EPS stands for “Encapsulated PostScript,” and it is a vector graphic. It is editable, resizable and can be sized up or down without losing quality, for both web and print.
In comparison, JPEGs are “Lower Resolution” formats that are used for websites, emails, presentations, and basically anything web-related. TIFFs are “Higher resolution” but still cannot be enlarged more than the original file size and are used when you creating brochures, corporate identity, or anything to be printed. With both a JPEG and TIFF and re-sizing will cause your logo to be unclear and blurry.
When you receive your final brand logos from any designer you should have a file with an extension of “.eps” (EPS) and “.ai” (Illustrator), both of which are vector files. The EPS can be resized for anything from as small as business cards to as large as tradeshow banner, without losing its clarity and integrity. The .ai Illustrator file is also critical in case you ever need to have your logo mark, logo type, or tagline edited in the future.
If you have ever tried to use web images or graphics for print you probably ended up with blurry, low quality, and unusable materials. All too often I hear, ‘Why can’t I use the logo and images from my website?’

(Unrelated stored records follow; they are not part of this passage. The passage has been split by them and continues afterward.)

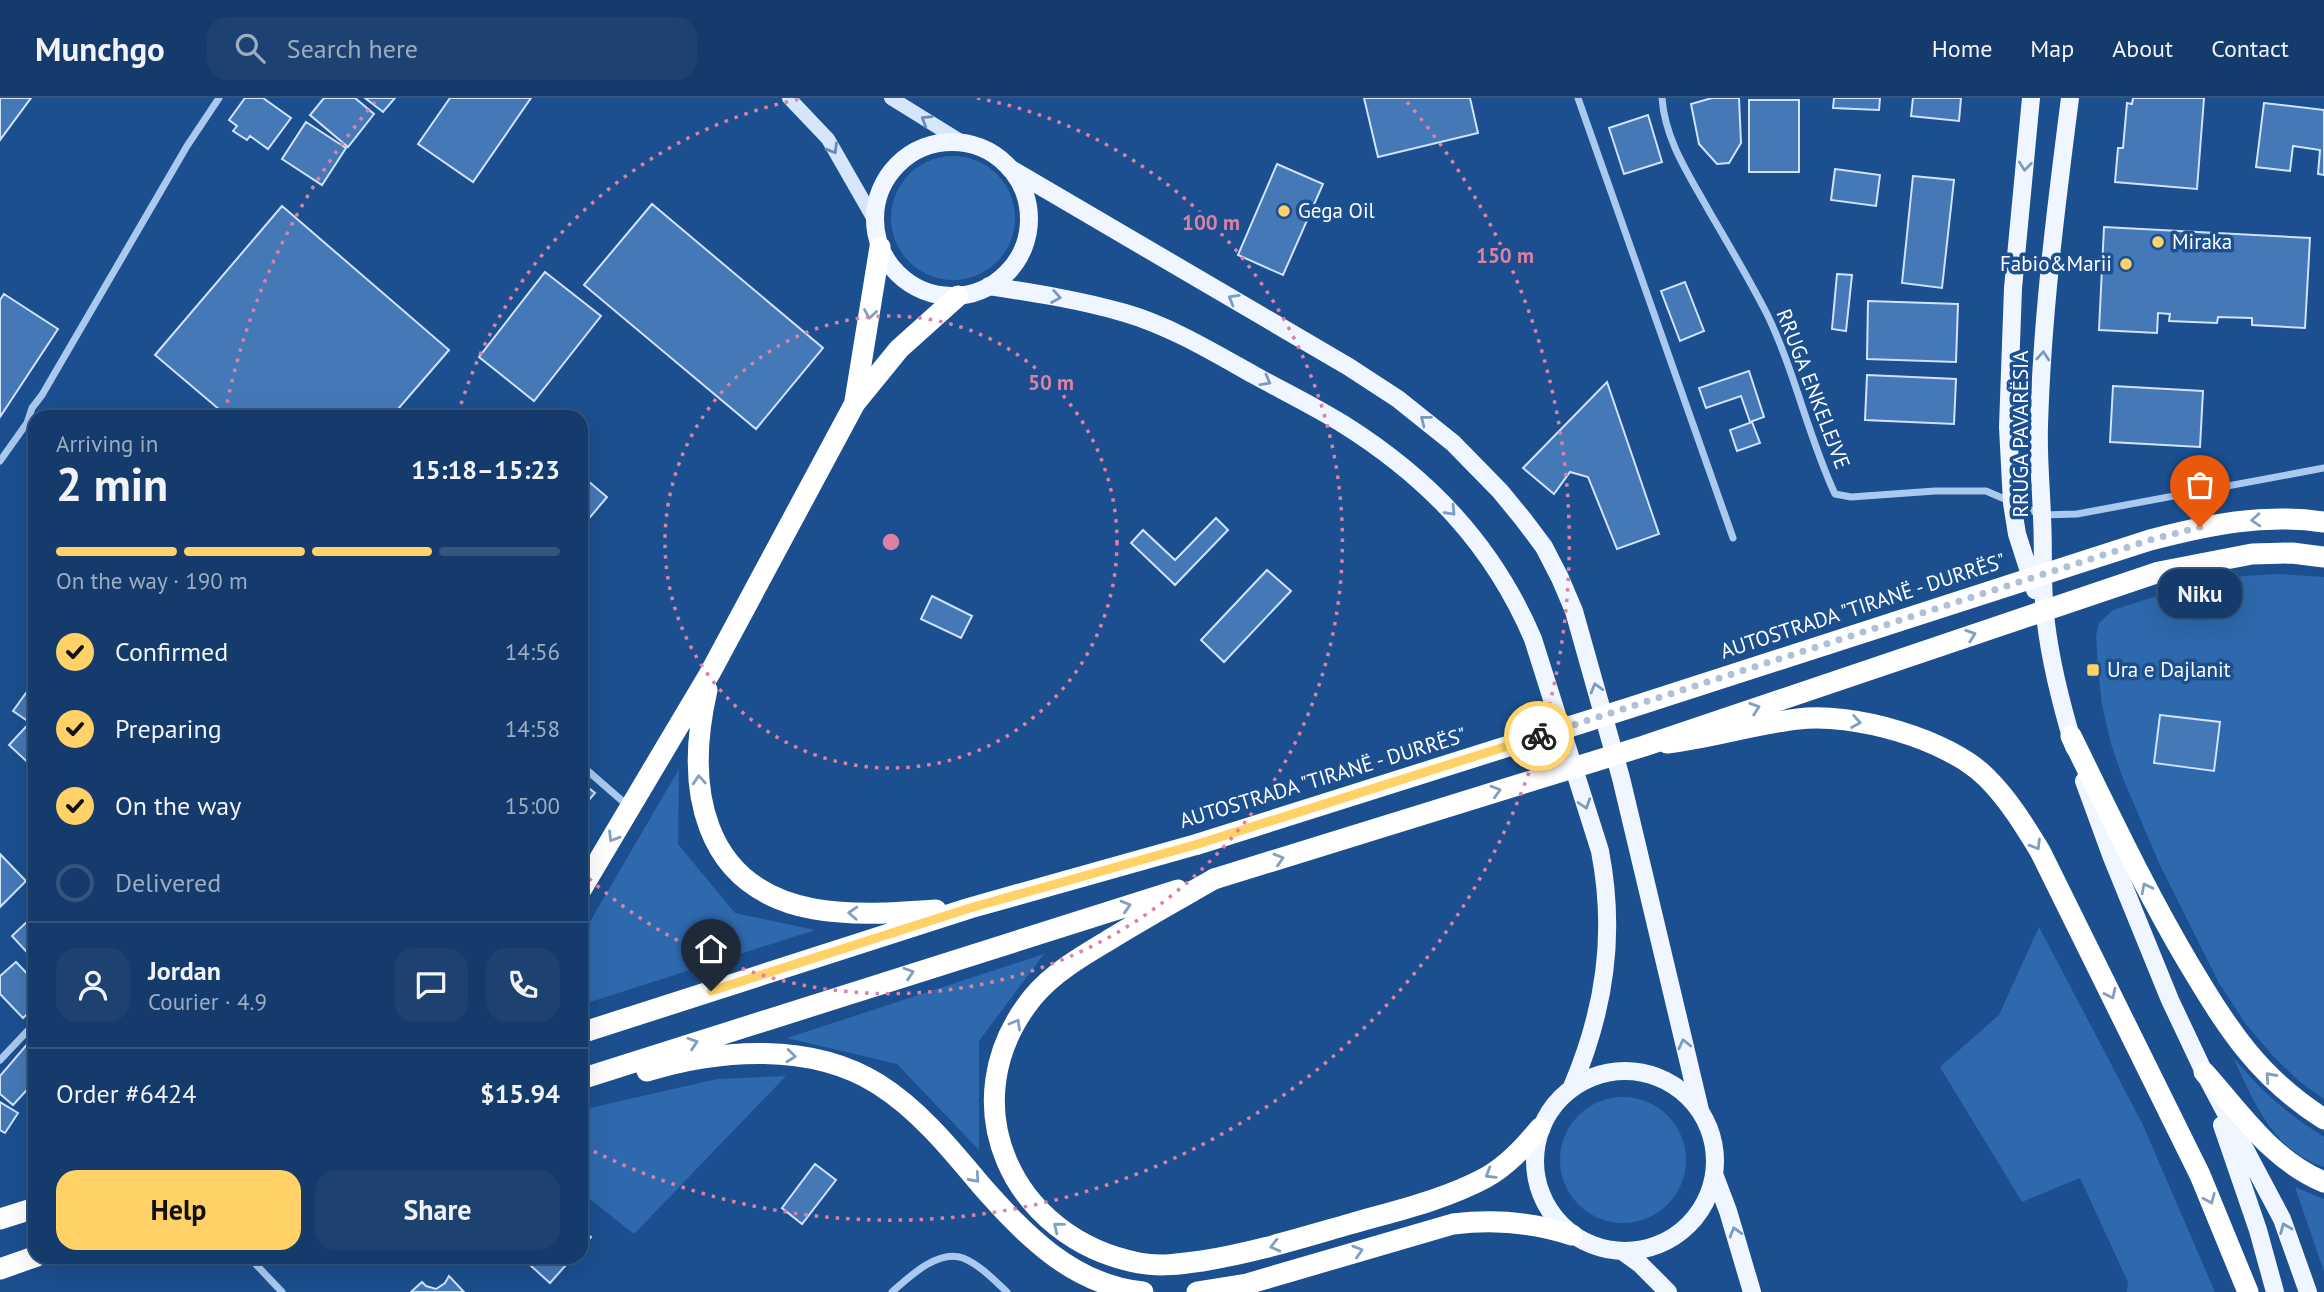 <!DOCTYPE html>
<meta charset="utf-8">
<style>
body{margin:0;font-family:"PT Sans",sans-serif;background:#1d4271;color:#f1f3f6;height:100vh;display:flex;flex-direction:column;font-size:26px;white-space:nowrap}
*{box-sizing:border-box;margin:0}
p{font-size:23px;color:#9dadc1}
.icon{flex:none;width:38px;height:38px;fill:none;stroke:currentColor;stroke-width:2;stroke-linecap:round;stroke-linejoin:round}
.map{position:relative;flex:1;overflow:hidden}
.sheet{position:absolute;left:28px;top:312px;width:560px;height:854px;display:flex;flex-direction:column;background:#143b6b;border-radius:21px;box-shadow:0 7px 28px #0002,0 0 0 2px #33557e}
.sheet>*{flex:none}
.pin{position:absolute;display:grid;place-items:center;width:60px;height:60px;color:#fff;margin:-72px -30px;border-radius:50% 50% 50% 0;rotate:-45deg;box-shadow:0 0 7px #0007}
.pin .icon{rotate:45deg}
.courier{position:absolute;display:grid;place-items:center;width:70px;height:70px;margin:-35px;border:5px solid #ffd166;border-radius:50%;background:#fff;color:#222;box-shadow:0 2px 9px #0007}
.bubble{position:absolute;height:49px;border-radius:21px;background:#143b6b;box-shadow:0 7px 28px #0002,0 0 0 2px #33557e;font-size:23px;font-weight:600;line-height:49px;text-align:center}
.overview em{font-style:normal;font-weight:600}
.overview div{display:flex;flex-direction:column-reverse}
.overview{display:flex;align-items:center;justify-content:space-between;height:119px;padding:0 28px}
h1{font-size:46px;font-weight:600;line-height:52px}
.bar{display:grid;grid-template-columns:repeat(4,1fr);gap:10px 7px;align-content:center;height:84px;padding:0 28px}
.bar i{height:9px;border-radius:5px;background:#33557e}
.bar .active{background:#ffd166}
.bar p{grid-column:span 4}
.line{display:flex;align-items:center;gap:18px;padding:0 28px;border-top:2px solid #33557e}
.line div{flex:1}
.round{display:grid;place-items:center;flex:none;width:74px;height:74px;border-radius:21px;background:#1d4271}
ol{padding:0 28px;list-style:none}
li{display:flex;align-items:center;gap:21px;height:77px}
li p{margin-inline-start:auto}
li .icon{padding:7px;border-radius:50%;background:#ffd166;color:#111;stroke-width:4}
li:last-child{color:#9dadc1}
li i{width:38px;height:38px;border:4px solid #33557e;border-radius:50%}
.cta{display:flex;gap:14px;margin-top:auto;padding:14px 28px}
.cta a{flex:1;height:80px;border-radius:21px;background:#ffd166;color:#111;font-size:28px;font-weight:600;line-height:80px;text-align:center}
.cta a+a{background:#1d4271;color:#f1f3f6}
header{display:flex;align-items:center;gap:42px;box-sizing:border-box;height:98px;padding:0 35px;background:#143b6b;border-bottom:2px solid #33557e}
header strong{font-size:33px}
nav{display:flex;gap:38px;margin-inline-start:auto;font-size:24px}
.search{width:490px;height:63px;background:#1d4271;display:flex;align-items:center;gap:18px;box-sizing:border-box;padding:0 24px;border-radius:21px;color:#9dadc1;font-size:26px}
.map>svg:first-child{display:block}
.green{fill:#2e69ad}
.building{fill:#4478b7;stroke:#cfe3fa;stroke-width:2}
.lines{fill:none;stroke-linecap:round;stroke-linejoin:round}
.street{stroke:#a9c9ee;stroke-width:7}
.secondary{stroke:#d6e6fa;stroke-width:14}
.primary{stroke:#f0f6ff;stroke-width:18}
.highway{stroke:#fff;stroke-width:21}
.highway-bridge{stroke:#fff;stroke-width:21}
.oneway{stroke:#668bba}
.oneway2{stroke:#7b9ac1}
.oneway3{stroke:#829ec1}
.done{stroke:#afc1d8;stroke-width:7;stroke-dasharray:0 12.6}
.route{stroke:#ffd166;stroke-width:9}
.ring{fill:none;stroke:#dd80a5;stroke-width:3.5;stroke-dasharray:3.5 7}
.poi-dot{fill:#ffd166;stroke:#1b4f8f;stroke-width:2.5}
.labels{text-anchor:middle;stroke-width:7;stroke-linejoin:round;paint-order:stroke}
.poi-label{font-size:21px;fill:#fff;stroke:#1b4f8f;text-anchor:start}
.street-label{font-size:21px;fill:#fff;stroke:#1b4f8f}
.centre{fill:#dd80a5;stroke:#1b4f8f;stroke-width:3.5}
.ring-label{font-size:21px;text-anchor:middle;font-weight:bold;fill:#dd80a5;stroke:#1b4f8f;stroke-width:7;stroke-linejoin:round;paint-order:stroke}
</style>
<header>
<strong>Munchgo</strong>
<div class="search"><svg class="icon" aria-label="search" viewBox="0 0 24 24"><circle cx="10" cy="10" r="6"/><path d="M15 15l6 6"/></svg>Search here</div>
<nav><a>Home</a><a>Map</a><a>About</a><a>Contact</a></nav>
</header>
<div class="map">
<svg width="2324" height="1194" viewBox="0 0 2324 1194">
<rect width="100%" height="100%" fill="#1b4f8f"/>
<path class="green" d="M891 120a62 62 0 1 1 124 0a62 62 0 1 1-124 0Z
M2280,476L2324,479V1001L2299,983L2273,958L2245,925L2219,885L2159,765L2122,678L2111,646L2102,607L2098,571L2096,538L2099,525L2113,512L2151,500L2243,478Z
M679,671L678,746L735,815L815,832L581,907V839Z
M2039,829L2142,1025L2215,1194H2127L2128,1184L2080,1080L2022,1104L1940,969L1999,917Z
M1044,856L979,943V1052L897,966L787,940Z
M2233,959C2260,992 2288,1017 2324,1039V1069C2272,1052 2254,1004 2233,959Z
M786,978L634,1136L581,1094V1012L717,981Z
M1560 1062a63 63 0 1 1 126 0a63 63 0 1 1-126 0Z
M2295,1089L2324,1101V1174Z"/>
<path class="building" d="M0,0H31L0,42Z
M245,0H263L291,20L268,51L250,38L247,42L233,33L237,28L229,22Z
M324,0H355L374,16L348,49L310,17Z
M365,0H395L383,14Z
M450,0H531L473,84L418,46Z
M1364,0H1470L1478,35L1378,59Z
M1712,0H1739L1741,45L1729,65L1717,66L1699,46L1691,6Z
M1834,0H1880L1879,12L1833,10Z
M1913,0H1961L1959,23L1911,18Z
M2133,0H2204L2197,91L2115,84L2118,50H2123L2127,5L2132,6Z
M1749,2H1799V74H1749Z
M2264,5L2324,12V77L2318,76L2320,52L2293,48L2290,73L2256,69Z
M1648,17L1662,64L1624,76L1609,30Z
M306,24L346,50L322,87L282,61Z
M1277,66L1323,86L1283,177L1238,157Z
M1835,71L1880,77L1876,108L1831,102Z
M1913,78L1954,82L1942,190L1902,185Z
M652,106L823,250L756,331L584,187Z
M282,108L449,252L392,318H227L155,257Z
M2104,129L2310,140L2305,230L2252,227V220L2218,219L2217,225L2169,223L2170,216L2158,215L2157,235L2099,232Z
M545,174L601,218L534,303L479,259Z
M1837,176L1852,177L1846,233L1832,231Z
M1685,184L1704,233L1680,243L1661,193Z
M4,196L58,231L0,319V202Z
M1868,203L1958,206L1956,264L1867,261Z
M1749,273L1764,319L1750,324L1741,298L1706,310L1699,290Z
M1867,277L1956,281L1954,326L1865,322Z
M1607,284L1659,436L1617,451L1588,379L1570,374L1554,396L1523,370Z
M2113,288L2203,293L2200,349L2110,344Z
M1752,324L1760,345L1737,353L1730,332Z
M581,377L607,399L581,430Z
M1216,420L1228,432L1175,487L1131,445L1143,432L1175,462Z
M1267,472L1291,493L1224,564L1201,542Z
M932,498L972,518L961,540L921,521Z
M26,595L35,602V616L29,624L13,613Z
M2160,617L2220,624L2214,673L2154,665Z
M35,619V671L9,647Z
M581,684L595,695L584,708L581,706Z
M0,756L26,783L0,809Z
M35,816V863L12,838Z
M16,864L35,884V909L23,920L0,896V878Z
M35,937V983L13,1007L0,996V978Z
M0,1004L18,1015L5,1035L0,1032Z
M815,1066L836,1082L802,1126L782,1110Z
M581,1131L591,1139L581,1150Z
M520,1158H574L550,1185Z
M449,1178L464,1194H411L422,1184L426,1188L436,1191L445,1185Z"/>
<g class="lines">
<path class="street" d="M1578,0L1733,440
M1662,0C1665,42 1689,77 1709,113C1729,147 1749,181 1767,216C1795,274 1808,338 1835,396L1851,399L1935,393H1986L2042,417L2077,416L2324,370
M0,363L27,325L32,310L42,297L187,48L219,0
M581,667L627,707
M0,962L35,925
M248,1158L282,1194
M892,1194C909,1179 938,1151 963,1160C980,1167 994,1182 1007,1194"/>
<path class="secondary" d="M789,0L828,41L875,123
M891,0L962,44"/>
<path class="primary" d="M2031,0L2013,190L2008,329L2012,405L2017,436L2035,492
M2070,0C2056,109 2042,219 2039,328C2038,359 2041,388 2042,419C2044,454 2041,490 2046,525C2051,567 2062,609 2074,649
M875 121a77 77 0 1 1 154 0a77 77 0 1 1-154 0Z
M1011,71L1349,269L1398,301L1453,345L1500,393L1523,421L1544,449L1560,480L1574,513L1621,680L1700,1012
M989,188C1035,195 1080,202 1125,215C1170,228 1213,254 1254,277C1283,293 1314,308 1343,326C1429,380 1493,447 1533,541L1600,753C1616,836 1605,911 1572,989
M2084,683L2111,757L2170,902L2204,974L2282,1121L2308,1194
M1535 1063a90 90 0 1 1 180 0a90 90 0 1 1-180 0Z
M2222,1027L2258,1132L2275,1194
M1714,1076L1728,1113L1752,1194
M1622,1153L1640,1166L1668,1194"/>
<path class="highway" d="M855,303L880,149
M707,592C685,688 700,790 814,811C854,818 895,815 936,812
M2071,638C2109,715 2145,792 2189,866C2228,931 2258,979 2324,1021
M1667,645C1711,640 1754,626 1798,621C1852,614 1949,641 1987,680C2009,702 2024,727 2040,753L2200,1077L2248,1194
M1214,781C1179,801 1143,821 1109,842C1082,858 1053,875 1033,899C948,1004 1012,1141 1139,1165C1159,1169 1181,1166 1202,1163C1253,1155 1301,1140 1350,1126C1395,1113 1444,1102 1485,1080C1507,1068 1524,1049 1540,1030
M581,792L710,575L855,305L899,251L958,198
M581,935L970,810L1198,746
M647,973C719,951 811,944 878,986C918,1011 950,1050 980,1086C1024,1136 1072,1187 1143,1194
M2204,974C2241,1015 2271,1062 2324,1084
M581,981L1178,792
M0,1121L35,1110
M0,1171L37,1158
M1197,1194L1247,1186L1453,1126C1495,1121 1533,1124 1572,1137"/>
<path class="highway-bridge" d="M1198,746L1629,610L2150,442C2208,427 2263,415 2324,424
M1214,781L1644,648L2159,474L2252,456L2292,455L2324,459"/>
</g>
<defs><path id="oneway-chevron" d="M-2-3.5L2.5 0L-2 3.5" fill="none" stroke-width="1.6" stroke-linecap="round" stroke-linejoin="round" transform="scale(1.75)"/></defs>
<g class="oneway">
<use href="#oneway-chevron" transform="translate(926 22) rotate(-148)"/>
<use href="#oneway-chevron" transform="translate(833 51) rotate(59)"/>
</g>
<g class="oneway2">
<use href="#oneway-chevron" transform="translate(2025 68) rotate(96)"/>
<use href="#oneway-chevron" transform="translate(1056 199) rotate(10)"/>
<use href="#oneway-chevron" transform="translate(1233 201) rotate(-150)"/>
<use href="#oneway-chevron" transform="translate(2043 258) rotate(-86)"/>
<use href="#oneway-chevron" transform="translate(1266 283) rotate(29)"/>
<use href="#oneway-chevron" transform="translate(1425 322) rotate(-142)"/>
<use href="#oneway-chevron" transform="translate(1451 413) rotate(47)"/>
<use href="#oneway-chevron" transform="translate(1596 590) rotate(-106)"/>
<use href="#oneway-chevron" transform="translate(1585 706) rotate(72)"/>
<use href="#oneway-chevron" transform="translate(1684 946) rotate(-103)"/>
<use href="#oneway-chevron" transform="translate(2285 1130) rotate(-112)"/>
<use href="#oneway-chevron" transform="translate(1735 1134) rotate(-106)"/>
</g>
<g class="oneway3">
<use href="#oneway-chevron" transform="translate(870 216) rotate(99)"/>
<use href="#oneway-chevron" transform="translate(2256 422) rotate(176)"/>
<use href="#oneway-chevron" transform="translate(1971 537) rotate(-19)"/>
<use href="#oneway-chevron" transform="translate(1755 610) rotate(-19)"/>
<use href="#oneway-chevron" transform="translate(1856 624) rotate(10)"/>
<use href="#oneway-chevron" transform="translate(699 682) rotate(-94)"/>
<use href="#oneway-chevron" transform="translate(1496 693) rotate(-17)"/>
<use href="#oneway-chevron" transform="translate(613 739) rotate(121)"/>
<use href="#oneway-chevron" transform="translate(2036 747) rotate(59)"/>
<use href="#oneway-chevron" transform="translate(1279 761) rotate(-17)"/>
<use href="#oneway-chevron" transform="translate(2146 790) rotate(-117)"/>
<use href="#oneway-chevron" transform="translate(1126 808) rotate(-17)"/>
<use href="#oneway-chevron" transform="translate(853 815) rotate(-177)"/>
<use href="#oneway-chevron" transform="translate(909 875) rotate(-18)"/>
<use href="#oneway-chevron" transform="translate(2111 896) rotate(64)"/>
<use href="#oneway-chevron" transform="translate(1016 926) rotate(-60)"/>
<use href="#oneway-chevron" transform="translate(693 945) rotate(-18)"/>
<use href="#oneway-chevron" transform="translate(791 958) rotate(6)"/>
<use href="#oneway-chevron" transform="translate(2270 979) rotate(-132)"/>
<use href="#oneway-chevron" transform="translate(1490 1076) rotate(149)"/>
<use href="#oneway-chevron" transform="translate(975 1080) rotate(48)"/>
<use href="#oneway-chevron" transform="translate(2210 1101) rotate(67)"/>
<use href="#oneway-chevron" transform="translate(1058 1129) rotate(-141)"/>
<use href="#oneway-chevron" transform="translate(1275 1148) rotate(166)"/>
<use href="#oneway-chevron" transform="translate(1358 1153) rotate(-17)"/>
</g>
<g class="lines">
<path class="done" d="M1539,638L2150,442L2200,429"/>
<path class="route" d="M711,893L970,810L1198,746L1539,638"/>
</g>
<g class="ring">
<circle cx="891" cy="444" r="226"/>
<path d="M458 316A452 452 0 0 1 805 0M977 0A452 452 0 1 1 583 775"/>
<path d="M225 315A678 678 0 0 1 375 4M1407 4A678 678 0 0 1 583 1048"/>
</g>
<g class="poi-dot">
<circle cx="1284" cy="113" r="7"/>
<circle cx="2158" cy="144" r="7"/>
<circle cx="2126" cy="166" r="7"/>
<rect x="2086" y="565" width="14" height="14" rx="3.5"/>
</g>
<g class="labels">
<g class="poi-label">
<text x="1298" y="120">Gega Oil</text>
<text x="2172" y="151">Miraka</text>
<text x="2112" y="173" text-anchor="end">Fabio&amp;Marii</text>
<text x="2107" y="579">Ura e Dajlanit</text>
</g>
<g class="street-label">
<text transform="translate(1813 291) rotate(69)" y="7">RRUGA ENKELEJVE</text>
<text transform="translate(2021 336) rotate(-90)" y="7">RRUGA PAVARËSIA</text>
<text transform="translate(1863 508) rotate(-18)" y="7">AUTOSTRADA "TIRANË - DURRËS"</text>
<text transform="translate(1323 680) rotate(-17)" y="7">AUTOSTRADA "TIRANË - DURRËS"</text>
</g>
</g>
<circle cx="891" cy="444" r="10" class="centre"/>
<g class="ring-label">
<text x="1211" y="132">100 m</text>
<text x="1505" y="165">150 m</text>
<text x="1051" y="292">50 m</text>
</g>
</svg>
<div class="pin" style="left:2200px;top:429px;background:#ea580c"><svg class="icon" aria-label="bag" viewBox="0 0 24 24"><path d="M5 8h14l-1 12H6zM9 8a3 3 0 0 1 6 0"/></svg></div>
<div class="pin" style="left:711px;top:893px;background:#1f2937"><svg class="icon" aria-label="home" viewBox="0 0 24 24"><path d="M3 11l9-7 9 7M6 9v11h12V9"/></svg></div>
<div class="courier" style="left:1539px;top:638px"><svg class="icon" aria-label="bike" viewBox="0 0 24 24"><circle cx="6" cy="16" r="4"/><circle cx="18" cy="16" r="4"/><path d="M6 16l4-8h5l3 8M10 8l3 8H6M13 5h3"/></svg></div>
<div class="bubble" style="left:2158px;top:471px;width:84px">Niku</div>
<section class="sheet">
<div class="overview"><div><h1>2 min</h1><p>Arriving in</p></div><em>15:18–15:23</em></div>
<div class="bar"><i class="active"></i><i class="active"></i><i class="active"></i><i></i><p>On the way · 190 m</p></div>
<ol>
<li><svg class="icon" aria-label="check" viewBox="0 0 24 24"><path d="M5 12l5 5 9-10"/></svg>Confirmed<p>14:56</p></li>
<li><svg class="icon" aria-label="check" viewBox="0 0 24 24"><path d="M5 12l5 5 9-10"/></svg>Preparing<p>14:58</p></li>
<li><svg class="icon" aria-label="check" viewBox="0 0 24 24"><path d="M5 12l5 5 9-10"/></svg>On the way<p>15:00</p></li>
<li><i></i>Delivered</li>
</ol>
<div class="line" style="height:126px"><a class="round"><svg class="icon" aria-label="person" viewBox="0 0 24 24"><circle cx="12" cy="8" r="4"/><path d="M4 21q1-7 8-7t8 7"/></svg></a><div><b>Jordan</b><p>Courier · 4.9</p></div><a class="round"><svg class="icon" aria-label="chat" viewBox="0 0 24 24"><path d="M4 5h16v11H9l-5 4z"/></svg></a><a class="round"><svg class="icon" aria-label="phone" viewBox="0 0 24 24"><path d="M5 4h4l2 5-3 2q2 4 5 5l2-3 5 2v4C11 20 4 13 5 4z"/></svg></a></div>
<div class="line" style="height:91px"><div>Order #6424</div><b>$15.94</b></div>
<div class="cta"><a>Help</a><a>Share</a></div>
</section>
</div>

Web images are designed with pixels and some of which are created in as small a file size as possible to load quickly on the web and are too low a resolution for print. These images are created at 72 pixels per inch (PPI). When you create a project to be printed, whether traditional or digitally, the images need to be a high resolution of 300 dots per inch (DPI) at 100% size. Which means you cannot “size up” an image to be printed, you will have a low-quality mess and along with being disappointed with the final result, you will have wasted your hard-earned dollars.
Unfortunately, the only remedy for low-resolution graphics or images is to find replacements or create them from scratch adding unplanned-for extra expense.